Experimenting timeout and cancellation with Zig async/await and tigerbeetle-io

#zig

After reading Proposal: Event loop redesign · Issue #8224 · ziglang/zig, I'm really interested in the TigerBeetle IO event loop.

Its API is designed for Linux io_uring first and it also has a wrapper for kqueue on macOS in the same API. I suppose other APIs can be wrapped in the same way as kqueue in the future.

I wrote some examples to become familiar to its API at https://github.com/hnakamur/tigerbeetle-io/

Hello world example

Here is a "Hello world" example which prints "Hello world" to the standard output.

examples/hello.zig

const std = @import("std");
const mem = std.mem;
const net = std.net;
const os = std.os;
const IO = @import("tigerbeetle-io").IO;

pub fn main() anyerror!void {
    try struct {
        const Context = @This();

        io: IO,
        done: bool = false,
        fd: os.fd_t,

        write_buf: []const u8 = "Hello world\n",

        written: usize = 0,

        fn hello() !void {
            var self: Context = .{
                .io = try IO.init(32, 0),
                .fd = std.io.getStdOut().handle,
            };
            defer self.io.deinit();

            var completion: IO.Completion = undefined;

            self.io.write(
                *Context,
                &self,
                writeCallback,
                &completion,
                self.fd,
                self.write_buf,
                0,
            );
            while (!self.done) try self.io.tick();
        }

        fn writeCallback(
            self: *Context,
            _: *IO.Completion,
            result: IO.WriteError!usize,
        ) void {
            self.written = result catch @panic("write error");
            self.done = true;
        }
    }.hello();
}

It submits a write operation with calling self.io.write and writeCallback is called when the write operation is completed.

The code for event loop is while (!self.done) try self.io.tick();. The loop exits after self.done is set to true in writeCallback.

Callback-based TCP echo server and client

Here is some part from the client code.

const Client = struct {
    // ...(snip)...

    pub fn run(self: *Client) !void {
        self.io.connect(*Client, self, connectCallback, &self.completion, self.sock, self.address);
        while (!self.done) try self.io.tick();
    }

    fn connectCallback(
        self: *Client,
        completion: *IO.Completion,
        result: IO.ConnectError!void,
    ) void {
        var fbs = std.io.fixedBufferStream(self.send_buf);
        var w = fbs.writer();
        std.fmt.format(w, "Hello from client!\n", .{}) catch unreachable;

        self.io.send(
            *Client,
            self,
            sendCallback,
            completion,
            self.sock,
            fbs.getWritten(),
            if (std.Target.current.os.tag == .linux) os.MSG_NOSIGNAL else 0,
        );
    }

First, it submits a connect operation in the run function.
When the connect operation is complete, connectCallback is called.
In connectCallback, it handles the result of the connect operation. Then it submits a recv operation.

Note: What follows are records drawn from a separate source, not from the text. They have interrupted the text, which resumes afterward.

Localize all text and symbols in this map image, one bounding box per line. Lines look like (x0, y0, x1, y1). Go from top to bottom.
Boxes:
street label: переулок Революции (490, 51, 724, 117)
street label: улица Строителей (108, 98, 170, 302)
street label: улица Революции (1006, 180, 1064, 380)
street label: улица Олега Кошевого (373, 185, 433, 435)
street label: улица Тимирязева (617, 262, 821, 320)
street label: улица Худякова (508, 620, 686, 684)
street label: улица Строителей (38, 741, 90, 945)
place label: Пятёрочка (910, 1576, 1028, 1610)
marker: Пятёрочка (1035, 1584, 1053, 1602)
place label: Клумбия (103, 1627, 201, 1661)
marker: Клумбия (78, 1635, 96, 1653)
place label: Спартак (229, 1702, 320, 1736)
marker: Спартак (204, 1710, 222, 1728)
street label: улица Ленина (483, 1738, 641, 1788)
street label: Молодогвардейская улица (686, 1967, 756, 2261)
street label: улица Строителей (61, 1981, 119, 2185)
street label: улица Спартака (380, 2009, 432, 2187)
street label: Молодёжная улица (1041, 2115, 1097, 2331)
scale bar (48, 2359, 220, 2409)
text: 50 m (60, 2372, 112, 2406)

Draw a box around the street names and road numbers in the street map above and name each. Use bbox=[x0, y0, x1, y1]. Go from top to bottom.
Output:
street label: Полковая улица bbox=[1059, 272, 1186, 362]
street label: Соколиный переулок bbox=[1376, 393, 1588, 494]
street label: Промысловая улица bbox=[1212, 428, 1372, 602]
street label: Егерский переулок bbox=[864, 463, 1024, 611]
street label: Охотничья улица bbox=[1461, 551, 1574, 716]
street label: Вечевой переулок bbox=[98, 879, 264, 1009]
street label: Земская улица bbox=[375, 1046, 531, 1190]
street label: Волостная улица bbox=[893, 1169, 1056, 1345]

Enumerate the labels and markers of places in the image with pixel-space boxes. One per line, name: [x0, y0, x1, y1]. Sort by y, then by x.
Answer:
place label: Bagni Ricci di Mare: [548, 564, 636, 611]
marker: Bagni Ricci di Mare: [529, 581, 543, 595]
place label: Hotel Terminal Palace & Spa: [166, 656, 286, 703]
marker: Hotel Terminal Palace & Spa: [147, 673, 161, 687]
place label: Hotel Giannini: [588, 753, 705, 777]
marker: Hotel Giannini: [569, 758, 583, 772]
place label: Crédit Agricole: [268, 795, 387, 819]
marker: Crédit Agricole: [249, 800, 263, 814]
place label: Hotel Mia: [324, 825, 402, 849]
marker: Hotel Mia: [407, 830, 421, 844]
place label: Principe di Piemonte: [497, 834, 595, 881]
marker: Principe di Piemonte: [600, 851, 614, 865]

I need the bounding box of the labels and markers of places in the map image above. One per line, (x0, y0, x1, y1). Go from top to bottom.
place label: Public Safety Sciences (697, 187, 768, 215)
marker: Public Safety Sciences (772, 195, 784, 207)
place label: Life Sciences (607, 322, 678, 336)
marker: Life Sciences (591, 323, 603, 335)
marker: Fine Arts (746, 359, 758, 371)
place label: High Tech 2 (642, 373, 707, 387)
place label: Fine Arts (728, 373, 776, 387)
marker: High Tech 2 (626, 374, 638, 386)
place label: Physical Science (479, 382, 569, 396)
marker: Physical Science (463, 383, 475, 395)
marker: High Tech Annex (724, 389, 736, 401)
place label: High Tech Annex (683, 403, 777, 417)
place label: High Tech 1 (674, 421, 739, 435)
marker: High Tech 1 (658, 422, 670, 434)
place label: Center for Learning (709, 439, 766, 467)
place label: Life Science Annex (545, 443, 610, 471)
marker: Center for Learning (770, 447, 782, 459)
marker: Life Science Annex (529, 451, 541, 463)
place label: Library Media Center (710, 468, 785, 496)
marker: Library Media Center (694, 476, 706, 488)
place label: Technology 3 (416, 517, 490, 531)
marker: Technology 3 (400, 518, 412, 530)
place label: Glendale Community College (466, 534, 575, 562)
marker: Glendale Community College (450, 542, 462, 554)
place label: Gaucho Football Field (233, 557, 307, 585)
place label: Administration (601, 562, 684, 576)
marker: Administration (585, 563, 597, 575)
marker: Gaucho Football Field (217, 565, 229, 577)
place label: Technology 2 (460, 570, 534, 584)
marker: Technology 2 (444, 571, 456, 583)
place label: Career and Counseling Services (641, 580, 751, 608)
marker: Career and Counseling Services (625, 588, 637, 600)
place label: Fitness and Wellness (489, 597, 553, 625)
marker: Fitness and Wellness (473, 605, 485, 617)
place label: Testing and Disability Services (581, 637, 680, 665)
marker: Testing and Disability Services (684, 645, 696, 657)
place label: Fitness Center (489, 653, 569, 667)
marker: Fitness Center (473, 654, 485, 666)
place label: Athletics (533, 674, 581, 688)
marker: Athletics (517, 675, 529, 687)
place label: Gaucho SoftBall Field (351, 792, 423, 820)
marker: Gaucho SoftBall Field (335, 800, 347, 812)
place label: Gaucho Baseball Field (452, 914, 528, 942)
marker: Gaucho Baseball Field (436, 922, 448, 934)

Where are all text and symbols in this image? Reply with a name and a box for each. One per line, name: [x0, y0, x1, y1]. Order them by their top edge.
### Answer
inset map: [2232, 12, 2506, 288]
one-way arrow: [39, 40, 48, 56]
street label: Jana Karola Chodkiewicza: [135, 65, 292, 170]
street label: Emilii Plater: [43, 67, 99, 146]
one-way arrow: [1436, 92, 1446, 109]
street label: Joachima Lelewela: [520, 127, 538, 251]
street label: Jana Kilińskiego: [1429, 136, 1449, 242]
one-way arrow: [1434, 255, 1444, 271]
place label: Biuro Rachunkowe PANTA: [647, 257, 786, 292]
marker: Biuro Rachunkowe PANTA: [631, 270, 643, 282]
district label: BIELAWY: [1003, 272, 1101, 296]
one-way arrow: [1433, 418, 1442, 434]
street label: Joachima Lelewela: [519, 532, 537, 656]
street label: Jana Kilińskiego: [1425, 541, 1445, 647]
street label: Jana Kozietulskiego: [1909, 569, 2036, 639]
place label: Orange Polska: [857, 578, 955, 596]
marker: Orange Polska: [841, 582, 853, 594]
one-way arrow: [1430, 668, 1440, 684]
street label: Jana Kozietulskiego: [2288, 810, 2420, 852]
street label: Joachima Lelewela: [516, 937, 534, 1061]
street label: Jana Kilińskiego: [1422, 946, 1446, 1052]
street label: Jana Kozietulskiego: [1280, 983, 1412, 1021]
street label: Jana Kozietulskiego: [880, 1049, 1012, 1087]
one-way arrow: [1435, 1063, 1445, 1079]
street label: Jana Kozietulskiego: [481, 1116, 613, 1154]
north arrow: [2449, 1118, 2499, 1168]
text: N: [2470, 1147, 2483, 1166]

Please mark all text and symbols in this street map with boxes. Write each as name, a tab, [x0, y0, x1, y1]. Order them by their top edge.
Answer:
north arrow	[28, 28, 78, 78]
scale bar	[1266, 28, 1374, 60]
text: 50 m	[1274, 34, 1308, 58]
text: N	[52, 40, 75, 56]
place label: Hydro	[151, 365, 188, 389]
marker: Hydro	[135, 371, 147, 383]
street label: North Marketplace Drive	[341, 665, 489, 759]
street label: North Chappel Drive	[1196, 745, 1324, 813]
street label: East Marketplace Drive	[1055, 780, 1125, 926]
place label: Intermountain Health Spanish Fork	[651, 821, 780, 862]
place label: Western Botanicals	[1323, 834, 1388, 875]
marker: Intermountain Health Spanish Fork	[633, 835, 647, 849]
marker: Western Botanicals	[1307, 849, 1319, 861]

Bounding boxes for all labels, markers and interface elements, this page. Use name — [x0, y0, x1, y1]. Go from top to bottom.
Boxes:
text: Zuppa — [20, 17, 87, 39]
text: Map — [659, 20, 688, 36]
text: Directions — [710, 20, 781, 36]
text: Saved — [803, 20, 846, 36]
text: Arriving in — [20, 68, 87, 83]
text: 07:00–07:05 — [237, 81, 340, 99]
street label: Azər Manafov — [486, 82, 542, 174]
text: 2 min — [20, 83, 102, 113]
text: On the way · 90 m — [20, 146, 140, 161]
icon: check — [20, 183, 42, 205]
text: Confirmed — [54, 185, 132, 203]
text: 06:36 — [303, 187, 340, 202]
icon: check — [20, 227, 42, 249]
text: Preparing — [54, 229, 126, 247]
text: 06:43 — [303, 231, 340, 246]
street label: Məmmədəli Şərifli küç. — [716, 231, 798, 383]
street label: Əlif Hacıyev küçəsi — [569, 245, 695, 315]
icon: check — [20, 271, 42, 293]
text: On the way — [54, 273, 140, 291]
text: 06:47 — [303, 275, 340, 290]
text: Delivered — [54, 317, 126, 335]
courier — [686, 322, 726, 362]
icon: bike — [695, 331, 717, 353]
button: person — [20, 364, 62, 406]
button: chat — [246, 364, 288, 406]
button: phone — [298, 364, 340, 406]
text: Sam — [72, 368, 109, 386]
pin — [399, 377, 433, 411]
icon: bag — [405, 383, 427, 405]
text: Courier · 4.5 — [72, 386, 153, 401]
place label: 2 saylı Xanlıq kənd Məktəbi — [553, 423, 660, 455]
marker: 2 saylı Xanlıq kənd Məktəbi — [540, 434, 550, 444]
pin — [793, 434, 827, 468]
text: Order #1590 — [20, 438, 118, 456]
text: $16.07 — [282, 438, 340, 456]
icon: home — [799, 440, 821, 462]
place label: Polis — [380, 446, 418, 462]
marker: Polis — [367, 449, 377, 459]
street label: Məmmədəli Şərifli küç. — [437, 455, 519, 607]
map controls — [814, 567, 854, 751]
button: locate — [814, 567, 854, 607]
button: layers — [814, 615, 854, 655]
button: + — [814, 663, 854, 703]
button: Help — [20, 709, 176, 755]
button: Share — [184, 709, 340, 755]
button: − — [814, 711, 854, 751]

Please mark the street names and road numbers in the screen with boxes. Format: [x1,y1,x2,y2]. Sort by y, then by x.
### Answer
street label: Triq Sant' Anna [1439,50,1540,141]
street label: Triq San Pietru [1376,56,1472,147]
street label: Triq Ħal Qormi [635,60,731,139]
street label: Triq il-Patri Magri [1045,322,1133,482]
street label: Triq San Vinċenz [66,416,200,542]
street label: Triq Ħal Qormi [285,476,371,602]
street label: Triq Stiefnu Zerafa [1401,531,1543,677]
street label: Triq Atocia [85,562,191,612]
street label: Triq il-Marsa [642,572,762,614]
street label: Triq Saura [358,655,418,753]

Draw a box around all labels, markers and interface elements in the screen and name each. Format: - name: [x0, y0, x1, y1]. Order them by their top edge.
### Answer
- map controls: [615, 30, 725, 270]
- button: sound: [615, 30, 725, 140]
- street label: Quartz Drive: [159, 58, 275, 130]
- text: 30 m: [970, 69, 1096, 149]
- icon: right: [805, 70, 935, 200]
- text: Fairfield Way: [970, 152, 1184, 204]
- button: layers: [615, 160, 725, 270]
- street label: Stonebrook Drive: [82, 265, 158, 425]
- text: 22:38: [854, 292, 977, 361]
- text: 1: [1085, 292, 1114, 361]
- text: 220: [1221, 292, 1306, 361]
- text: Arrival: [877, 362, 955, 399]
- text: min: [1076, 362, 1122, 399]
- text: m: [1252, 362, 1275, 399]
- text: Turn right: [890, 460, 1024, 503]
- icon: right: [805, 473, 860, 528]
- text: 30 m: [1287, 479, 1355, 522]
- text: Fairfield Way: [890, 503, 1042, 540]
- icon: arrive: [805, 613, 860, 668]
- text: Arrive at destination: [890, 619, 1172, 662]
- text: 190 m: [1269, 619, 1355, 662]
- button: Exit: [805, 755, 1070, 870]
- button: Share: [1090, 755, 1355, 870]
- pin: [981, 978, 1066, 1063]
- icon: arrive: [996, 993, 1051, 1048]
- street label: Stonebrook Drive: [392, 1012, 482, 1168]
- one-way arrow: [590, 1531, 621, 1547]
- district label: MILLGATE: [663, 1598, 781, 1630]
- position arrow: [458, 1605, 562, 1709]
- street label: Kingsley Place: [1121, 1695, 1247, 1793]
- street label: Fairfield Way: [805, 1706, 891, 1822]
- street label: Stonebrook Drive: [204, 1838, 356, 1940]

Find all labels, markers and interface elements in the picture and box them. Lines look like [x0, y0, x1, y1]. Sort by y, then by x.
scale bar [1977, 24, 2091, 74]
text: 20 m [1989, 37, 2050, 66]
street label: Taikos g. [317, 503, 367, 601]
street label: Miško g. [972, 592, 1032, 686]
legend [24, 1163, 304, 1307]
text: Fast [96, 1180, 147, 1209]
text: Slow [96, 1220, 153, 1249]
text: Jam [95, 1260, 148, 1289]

I think this is a pain point of the callback style.
Two things, handling the result and starting the next operation is written in one callback function.

Also the code for running one logical operation of connect is split in two functions, run and connectCallback.

Maybe you can use state machines to improve this situation, but I thinks they are also hard to maintain because they are very different from sequential calls of blocking code.

async-based TCP echo server and client

Here is some part from the client code.

const Client = struct {
    // ...(snip)...

    pub fn start(self: *Client) !void {
        try connect(&self.io, self.sock, self.address);

        var fbs = std.io.fixedBufferStream(self.send_buf);
        var w = fbs.writer();
        std.fmt.format(w, "Hello from client!\n", .{}) catch unreachable;
        const sent = try send(&self.io, self.sock, fbs.getWritten());
        std.debug.print("Sent:     {s}", .{self.send_buf[0..sent]});

        const received = try recv(&self.io, self.sock, self.recv_buf);
        std.debug.print("Received: {s}", .{self.recv_buf[0..received]});

        try close(&self.io, self.sock);
        self.done = true;
    }

    // ...(snip)...

The code above looks just as sequential calls of multiple blocking IO operations. I think it is nice!
You can easily follow the flow of IO operations.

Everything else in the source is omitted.